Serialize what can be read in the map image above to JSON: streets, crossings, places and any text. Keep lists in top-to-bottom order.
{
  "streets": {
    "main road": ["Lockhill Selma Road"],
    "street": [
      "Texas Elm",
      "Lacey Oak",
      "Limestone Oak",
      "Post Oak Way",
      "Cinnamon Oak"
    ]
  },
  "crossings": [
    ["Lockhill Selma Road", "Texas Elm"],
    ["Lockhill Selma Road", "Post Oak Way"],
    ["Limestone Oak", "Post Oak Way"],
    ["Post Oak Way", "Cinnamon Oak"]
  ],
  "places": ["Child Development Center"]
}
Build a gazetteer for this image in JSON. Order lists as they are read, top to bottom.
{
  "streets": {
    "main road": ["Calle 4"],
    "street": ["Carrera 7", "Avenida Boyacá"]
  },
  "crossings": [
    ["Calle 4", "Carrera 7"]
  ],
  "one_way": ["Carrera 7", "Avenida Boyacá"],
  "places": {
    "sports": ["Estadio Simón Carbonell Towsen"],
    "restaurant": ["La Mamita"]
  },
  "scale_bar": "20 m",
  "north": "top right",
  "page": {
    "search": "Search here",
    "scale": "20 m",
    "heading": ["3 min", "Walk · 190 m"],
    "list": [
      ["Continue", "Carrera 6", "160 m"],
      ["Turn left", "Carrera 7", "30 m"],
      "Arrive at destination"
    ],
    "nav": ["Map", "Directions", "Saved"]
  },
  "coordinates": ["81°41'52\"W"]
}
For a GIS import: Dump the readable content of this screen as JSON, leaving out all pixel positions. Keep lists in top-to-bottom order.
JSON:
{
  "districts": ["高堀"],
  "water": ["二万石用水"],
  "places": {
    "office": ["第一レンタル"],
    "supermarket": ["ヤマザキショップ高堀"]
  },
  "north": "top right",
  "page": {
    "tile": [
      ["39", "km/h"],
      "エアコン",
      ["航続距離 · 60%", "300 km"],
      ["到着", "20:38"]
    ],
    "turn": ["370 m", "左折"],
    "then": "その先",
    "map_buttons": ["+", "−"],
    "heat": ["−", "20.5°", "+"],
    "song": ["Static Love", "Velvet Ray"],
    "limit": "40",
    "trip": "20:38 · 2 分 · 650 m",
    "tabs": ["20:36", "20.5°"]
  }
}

----

What you will do » Quote, without any change, each line from the one that contains "Build a gazetteer" through the end of the material.

Written response »
Build a gazetteer for this image in JSON. Order lists as they are read, top to bottom.
{
  "streets": {
    "main road": ["Calle 4"],
    "street": ["Carrera 7", "Avenida Boyacá"]
  },
  "crossings": [
    ["Calle 4", "Carrera 7"]
  ],
  "one_way": ["Carrera 7", "Avenida Boyacá"],
  "places": {
    "sports": ["Estadio Simón Carbonell Towsen"],
    "restaurant": ["La Mamita"]
  },
  "scale_bar": "20 m",
  "north": "top right",
  "page": {
    "search": "Search here",
    "scale": "20 m",
    "heading": ["3 min", "Walk · 190 m"],
    "list": [
      ["Continue", "Carrera 6", "160 m"],
      ["Turn left", "Carrera 7", "30 m"],
      "Arrive at destination"
    ],
    "nav": ["Map", "Directions", "Saved"]
  },
  "coordinates": ["81°41'52\"W"]
}
For a GIS import: Dump the readable content of this screen as JSON, leaving out all pixel positions. Keep lists in top-to-bottom order.
JSON:
{
  "districts": ["高堀"],
  "water": ["二万石用水"],
  "places": {
    "office": ["第一レンタル"],
    "supermarket": ["ヤマザキショップ高堀"]
  },
  "north": "top right",
  "page": {
    "tile": [
      ["39", "km/h"],
      "エアコン",
      ["航続距離 · 60%", "300 km"],
      ["到着", "20:38"]
    ],
    "turn": ["370 m", "左折"],
    "then": "その先",
    "map_buttons": ["+", "−"],
    "heat": ["−", "20.5°", "+"],
    "song": ["Static Love", "Velvet Ray"],
    "limit": "40",
    "trip": "20:38 · 2 分 · 650 m",
    "tabs": ["20:36", "20.5°"]
  }
}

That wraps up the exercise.